Meanwhile, the numbers of differentially active S-boxes for each differentially active F-function, which is an F-function whose input difference is nonzero, are lower-bounded by the following lemmata. Recall that \(\mathcal {B}\) denotes the branch number of the linear layer.

Lemma 1

(active S-boxes for 1-round BFN-(SP)\(^{u}\)) For BFN-(SP)\(^{u}\), if \(d^{(i)}\) is not zero, \(d^{(i)} \ge \lfloor u/2 \rfloor \mathcal {B} + (u \mod 2)\).

Proof

If an input difference of two consecutive SP-functions is not zero, there exist at least \(\mathcal {B}\) active S-boxes, e.g., \(d^{(i)}_{1} + d^{(i)}_{2} \ge \mathcal {B}\). Since BFN-(SP)\(^{u}\) has \(\lfloor u/2 \rfloor \) independent two consecutive SP-functions and \((u \mod 2)\) SP-functions, it has at least \(\lfloor u/2 \rfloor \mathcal {B} + (u \mod 2)\) active S-boxes when the input difference is not zero. \(\square \)

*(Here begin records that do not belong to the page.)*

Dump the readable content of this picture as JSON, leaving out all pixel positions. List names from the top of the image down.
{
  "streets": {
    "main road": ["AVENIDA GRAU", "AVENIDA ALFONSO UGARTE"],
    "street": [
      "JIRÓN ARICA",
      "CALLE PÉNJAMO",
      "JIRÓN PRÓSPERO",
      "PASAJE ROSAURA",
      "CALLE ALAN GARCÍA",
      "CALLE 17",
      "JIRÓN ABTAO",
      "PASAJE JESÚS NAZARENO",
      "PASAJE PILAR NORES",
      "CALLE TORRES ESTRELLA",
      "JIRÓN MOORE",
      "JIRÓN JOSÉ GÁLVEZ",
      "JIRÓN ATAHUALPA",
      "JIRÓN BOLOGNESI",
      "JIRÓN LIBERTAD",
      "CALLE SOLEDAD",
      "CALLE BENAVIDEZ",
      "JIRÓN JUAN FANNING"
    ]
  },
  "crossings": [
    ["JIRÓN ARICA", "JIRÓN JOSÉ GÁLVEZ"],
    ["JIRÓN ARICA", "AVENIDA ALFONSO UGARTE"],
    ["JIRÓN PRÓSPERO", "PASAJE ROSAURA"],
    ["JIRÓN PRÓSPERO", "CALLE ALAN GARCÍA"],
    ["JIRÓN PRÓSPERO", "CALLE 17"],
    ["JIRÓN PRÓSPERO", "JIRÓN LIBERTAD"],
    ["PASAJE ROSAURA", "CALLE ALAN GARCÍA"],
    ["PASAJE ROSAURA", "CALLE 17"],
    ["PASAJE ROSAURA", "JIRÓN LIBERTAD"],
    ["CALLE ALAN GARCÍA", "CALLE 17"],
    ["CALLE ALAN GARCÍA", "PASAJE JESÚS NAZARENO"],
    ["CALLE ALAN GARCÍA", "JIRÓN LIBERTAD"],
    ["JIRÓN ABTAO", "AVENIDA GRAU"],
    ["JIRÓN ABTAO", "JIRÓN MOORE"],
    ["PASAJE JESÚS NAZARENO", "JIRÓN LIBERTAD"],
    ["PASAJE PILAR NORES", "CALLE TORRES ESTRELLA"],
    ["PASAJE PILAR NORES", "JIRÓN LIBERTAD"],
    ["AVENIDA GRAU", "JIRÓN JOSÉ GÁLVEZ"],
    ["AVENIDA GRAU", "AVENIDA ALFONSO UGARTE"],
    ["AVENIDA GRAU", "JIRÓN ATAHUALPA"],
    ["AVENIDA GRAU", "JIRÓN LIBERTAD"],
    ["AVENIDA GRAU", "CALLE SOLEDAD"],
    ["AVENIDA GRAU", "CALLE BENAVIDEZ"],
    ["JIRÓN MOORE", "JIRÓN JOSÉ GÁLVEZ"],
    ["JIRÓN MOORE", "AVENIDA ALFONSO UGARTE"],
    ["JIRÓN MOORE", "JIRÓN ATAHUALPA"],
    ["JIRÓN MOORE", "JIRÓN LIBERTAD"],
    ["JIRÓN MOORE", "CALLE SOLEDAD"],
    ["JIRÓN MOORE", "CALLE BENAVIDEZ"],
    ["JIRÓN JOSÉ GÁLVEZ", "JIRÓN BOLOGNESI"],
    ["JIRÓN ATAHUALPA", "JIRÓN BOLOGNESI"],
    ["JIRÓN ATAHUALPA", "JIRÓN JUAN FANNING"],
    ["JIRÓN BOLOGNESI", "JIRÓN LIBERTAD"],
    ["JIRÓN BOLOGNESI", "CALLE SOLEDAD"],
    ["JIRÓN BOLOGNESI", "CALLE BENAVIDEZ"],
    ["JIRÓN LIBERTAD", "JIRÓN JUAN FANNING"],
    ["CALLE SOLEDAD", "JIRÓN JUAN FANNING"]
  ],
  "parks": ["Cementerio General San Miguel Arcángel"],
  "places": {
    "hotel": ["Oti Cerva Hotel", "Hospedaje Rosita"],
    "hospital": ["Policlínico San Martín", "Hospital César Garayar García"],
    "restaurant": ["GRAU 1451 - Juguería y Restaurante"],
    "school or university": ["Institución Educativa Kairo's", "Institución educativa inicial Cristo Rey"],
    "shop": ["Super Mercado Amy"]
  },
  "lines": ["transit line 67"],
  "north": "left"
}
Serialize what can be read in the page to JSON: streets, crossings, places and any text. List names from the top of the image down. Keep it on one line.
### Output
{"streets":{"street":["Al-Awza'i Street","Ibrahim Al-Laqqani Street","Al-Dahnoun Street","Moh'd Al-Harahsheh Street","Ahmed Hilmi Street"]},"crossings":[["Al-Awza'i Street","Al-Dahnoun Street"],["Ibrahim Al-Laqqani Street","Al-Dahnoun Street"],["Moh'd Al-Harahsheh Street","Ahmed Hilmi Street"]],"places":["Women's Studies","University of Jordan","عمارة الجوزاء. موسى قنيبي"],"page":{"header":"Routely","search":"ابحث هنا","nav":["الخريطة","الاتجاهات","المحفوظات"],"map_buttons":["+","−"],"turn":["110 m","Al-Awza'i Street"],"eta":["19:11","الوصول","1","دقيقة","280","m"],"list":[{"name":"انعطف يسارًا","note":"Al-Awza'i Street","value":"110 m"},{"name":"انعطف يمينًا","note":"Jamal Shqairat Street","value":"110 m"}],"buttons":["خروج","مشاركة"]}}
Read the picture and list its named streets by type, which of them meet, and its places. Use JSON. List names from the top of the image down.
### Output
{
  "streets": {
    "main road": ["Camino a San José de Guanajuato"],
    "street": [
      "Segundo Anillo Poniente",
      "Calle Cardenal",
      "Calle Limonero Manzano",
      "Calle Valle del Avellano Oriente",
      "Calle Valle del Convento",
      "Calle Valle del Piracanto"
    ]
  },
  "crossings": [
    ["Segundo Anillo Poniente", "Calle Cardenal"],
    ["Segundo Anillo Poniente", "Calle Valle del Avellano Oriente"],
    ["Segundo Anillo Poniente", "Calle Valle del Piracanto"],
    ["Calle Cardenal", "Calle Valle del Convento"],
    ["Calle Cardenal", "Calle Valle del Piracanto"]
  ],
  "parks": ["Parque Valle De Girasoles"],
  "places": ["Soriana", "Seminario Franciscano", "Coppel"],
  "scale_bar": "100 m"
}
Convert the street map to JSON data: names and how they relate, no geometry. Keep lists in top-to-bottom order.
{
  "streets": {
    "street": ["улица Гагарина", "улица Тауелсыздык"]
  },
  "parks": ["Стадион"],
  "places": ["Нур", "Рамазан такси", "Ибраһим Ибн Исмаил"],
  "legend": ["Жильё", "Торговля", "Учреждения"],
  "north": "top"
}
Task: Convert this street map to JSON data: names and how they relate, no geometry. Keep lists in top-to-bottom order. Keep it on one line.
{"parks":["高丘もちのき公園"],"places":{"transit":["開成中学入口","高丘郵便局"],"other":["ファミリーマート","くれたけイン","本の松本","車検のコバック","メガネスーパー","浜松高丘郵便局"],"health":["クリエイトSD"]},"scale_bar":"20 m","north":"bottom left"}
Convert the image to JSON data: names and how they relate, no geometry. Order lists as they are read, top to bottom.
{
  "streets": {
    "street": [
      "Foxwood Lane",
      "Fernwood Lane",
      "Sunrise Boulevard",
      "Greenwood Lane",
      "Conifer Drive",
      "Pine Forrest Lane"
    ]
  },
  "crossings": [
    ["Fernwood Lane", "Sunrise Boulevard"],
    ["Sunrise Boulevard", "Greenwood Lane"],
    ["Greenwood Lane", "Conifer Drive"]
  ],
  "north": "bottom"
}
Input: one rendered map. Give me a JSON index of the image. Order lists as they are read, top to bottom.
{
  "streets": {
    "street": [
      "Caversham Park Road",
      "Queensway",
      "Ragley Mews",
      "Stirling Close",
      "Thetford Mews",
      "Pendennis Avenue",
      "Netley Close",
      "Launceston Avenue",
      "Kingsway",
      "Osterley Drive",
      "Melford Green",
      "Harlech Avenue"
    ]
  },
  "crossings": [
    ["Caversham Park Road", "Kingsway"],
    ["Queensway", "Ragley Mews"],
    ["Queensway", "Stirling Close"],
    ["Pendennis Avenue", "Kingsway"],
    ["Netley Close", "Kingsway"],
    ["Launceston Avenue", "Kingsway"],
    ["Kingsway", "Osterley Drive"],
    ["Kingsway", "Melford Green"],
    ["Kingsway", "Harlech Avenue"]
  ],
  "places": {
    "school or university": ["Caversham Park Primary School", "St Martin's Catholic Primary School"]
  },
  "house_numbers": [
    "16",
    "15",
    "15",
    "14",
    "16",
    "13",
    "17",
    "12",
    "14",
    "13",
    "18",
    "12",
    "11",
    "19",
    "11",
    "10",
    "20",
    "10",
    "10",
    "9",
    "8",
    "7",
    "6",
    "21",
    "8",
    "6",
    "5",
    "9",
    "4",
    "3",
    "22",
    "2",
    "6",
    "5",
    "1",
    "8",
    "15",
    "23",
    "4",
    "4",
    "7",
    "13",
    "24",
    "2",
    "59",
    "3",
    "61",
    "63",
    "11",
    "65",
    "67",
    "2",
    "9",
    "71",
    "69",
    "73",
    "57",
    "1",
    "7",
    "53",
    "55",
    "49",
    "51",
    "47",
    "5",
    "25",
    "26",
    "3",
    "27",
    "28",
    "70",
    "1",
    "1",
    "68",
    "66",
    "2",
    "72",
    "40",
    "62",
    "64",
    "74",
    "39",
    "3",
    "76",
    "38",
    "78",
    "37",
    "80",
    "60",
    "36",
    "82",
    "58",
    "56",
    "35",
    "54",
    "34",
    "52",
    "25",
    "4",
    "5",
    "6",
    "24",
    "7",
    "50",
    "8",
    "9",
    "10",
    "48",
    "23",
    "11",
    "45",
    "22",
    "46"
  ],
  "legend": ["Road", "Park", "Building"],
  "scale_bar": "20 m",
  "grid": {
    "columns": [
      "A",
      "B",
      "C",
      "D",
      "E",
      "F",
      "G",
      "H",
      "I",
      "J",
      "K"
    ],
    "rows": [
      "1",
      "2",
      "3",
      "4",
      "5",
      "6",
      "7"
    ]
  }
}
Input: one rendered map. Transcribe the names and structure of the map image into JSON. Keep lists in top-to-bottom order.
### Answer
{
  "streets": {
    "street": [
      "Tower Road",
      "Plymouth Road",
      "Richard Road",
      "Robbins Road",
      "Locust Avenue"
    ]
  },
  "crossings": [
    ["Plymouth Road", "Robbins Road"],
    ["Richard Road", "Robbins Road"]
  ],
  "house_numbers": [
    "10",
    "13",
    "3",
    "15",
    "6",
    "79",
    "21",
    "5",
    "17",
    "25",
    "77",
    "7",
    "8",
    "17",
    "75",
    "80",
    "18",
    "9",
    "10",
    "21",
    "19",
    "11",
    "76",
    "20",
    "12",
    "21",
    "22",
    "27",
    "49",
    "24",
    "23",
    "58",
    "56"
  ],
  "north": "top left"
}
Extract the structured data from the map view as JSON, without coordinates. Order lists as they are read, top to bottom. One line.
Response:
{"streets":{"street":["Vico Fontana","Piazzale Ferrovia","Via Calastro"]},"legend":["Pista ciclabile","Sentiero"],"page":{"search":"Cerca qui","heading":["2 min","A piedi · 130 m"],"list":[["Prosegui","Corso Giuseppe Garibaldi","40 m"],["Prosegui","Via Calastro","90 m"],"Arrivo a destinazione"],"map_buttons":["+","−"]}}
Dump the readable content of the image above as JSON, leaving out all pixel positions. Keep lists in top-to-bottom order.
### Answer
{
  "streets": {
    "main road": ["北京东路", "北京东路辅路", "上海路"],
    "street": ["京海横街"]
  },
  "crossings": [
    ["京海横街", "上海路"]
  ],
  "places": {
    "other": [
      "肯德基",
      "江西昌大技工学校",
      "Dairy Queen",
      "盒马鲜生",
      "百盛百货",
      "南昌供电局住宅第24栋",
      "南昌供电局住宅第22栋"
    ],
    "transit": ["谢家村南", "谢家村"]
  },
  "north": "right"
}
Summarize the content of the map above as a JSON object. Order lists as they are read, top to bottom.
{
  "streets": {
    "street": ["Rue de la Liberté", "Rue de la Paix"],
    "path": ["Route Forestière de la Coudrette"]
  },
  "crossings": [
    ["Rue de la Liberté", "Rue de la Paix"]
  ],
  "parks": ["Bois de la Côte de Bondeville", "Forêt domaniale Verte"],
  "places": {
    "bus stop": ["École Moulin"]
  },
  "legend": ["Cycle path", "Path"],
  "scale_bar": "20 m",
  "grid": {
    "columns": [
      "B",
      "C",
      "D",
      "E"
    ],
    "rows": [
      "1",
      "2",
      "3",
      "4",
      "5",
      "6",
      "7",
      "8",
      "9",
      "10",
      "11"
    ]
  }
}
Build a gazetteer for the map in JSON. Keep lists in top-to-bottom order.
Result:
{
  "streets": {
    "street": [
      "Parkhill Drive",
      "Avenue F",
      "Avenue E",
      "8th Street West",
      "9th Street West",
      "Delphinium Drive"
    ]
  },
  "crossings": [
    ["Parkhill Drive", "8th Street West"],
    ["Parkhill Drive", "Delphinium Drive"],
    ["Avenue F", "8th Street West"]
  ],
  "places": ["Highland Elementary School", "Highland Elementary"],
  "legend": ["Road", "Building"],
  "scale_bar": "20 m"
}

Similarly to Lemma 1, one derives the following lemma.

Lemma 2

(active S-boxes for 1-round BFN-(SP)\(^{u}\)S) For BFN-(SP)\(^{u}\)S, if \(d^{(i)}\) is not zero, \(d^{(i)} \ge \lceil u/2 \rceil \mathcal {B} + ((u + 1) \mod 2)\).

These lemmata show that the number of active S-boxes can be derived from the number of S-box layers when we treat only one active F-function. However, when we consider some consecutive rounds, the number of active S-boxes does not depend only on the number of S-box layers.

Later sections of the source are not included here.